Türkiye İstatistik Kurumu (TÜİK), bu yılın ikinci çeyreğine ilişkin milli gelirdeki artış sonuçlarını açıkladı. Türkiye ekonomisi yılın ikinci çeyreğinde yüzde 21,7 büyüyerek son 5 yılın ikinci çeyreğindeki en yüksek artışı kaydetti. Son beş yılın ikisinde ; 2019 -1,7; 2020’de -9,9 küçülme gerçekleşmiş. 2020 yılı, korona önlemleri sebebiyle ekonominin durma aşamasına geldiği bir dönemdi. Bu yüzden onu anlamak mümkün. Bu sene ise kontrollü normalleşmenin yine aynı döneme rast geldiğini dikkat edersek bu büyüme önemli bir aşama olarak görülmelidir.
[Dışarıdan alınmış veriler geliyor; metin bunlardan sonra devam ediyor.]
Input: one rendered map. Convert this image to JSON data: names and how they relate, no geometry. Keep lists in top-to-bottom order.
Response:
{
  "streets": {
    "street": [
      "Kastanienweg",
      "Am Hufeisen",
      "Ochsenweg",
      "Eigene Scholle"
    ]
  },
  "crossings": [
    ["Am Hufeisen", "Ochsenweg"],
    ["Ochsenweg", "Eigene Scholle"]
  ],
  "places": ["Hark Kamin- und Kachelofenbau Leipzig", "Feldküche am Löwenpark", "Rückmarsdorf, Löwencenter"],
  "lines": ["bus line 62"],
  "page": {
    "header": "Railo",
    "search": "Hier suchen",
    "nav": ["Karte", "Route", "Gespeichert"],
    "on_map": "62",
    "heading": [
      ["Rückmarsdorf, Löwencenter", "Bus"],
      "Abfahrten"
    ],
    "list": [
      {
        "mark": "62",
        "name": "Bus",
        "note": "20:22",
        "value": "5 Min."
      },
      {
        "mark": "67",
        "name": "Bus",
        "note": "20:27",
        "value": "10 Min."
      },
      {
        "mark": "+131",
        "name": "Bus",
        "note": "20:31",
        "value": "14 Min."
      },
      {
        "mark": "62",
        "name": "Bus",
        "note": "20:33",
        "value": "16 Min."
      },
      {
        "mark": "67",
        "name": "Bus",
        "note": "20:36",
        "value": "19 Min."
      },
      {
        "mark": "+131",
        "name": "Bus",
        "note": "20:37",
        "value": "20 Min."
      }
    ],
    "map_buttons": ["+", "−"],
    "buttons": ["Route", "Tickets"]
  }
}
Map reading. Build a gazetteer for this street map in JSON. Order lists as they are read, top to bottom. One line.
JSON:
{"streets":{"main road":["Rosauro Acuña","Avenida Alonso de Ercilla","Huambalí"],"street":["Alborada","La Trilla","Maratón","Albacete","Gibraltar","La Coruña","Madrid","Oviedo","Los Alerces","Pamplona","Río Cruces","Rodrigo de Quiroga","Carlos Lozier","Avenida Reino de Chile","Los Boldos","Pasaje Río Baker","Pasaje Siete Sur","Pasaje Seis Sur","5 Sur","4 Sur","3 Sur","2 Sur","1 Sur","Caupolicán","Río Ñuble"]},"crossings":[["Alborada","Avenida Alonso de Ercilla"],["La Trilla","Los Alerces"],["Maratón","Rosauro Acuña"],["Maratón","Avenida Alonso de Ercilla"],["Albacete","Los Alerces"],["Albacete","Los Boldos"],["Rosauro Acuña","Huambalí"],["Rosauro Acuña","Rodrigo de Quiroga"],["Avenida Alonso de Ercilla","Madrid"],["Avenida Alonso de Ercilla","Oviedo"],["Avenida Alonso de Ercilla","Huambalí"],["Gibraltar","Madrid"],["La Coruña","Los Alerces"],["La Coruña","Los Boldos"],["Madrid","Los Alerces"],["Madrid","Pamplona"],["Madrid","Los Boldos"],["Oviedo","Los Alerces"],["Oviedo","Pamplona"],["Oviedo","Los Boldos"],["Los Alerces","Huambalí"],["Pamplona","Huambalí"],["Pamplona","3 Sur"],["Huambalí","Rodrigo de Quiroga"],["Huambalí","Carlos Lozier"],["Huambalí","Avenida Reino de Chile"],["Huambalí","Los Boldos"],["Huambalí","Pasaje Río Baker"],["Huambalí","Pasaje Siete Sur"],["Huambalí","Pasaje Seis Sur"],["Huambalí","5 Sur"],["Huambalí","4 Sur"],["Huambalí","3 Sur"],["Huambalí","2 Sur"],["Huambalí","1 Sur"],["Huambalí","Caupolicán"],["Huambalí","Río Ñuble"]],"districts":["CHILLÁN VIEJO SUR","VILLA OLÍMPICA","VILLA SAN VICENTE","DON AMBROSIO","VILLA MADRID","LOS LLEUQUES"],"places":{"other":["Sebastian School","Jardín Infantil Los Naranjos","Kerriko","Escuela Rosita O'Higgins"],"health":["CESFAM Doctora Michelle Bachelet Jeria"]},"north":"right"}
Her şey bir yana bütün dünyada korona virüs önlemleri hız kesmeksizin uygulandı. Ama artık “yeter!” diyecek aşamadayız. Ülkeler her gün 3-5 dakikada bir koronadan ölüm kayıtları almaya başladı. Bu da özellikle çalışan her üç kişiden ikisinin çalıştığı hizmetler sektörüne darbe oldu. Turizm, eğlence mekanları, kafeler ve lokantalar derhal kapandı. İşsizlik rakamları 4.200. 000 kişi oldu. Ancak normalleşme ile bu rakam yeniden 3.400.000 sayısına geriledi. İşsizlik tam bir sıkıntı. Ve bu kadar kişinin işsiz kalması başta kendisi ve aileleri olmak üzere, çevresi için de ciddi bir sorun anlamına gelmektedir.
Haziran ayındaki normalleşme süreci ile bir anda 800 bin kişinin istihdam imkanları bulması bunun için önemlidir. Ekonomide “paranın dönmesi”, talebin oluşması , refah ve zenginliği getirecektir. O yüzden bu morallerin zinde tutulması önemlidir.
Uzun yıllardır Türkiye’de açılan kapanan şirket sayısı verileri incelendiğinde açılanlar kapanan şirketlerin 10 katı olarak görülmektedir. Bu dinamizm ve iş yapma potansiyeli de ekonomi için bir güçtür. Bu gücün doğru yönetilmesi gerekmektedir. Moral ve ekonomiye güven olduğu sürece bu iyileşmelerin ve büyümenin bütün ekonomiye yansıması yakındır.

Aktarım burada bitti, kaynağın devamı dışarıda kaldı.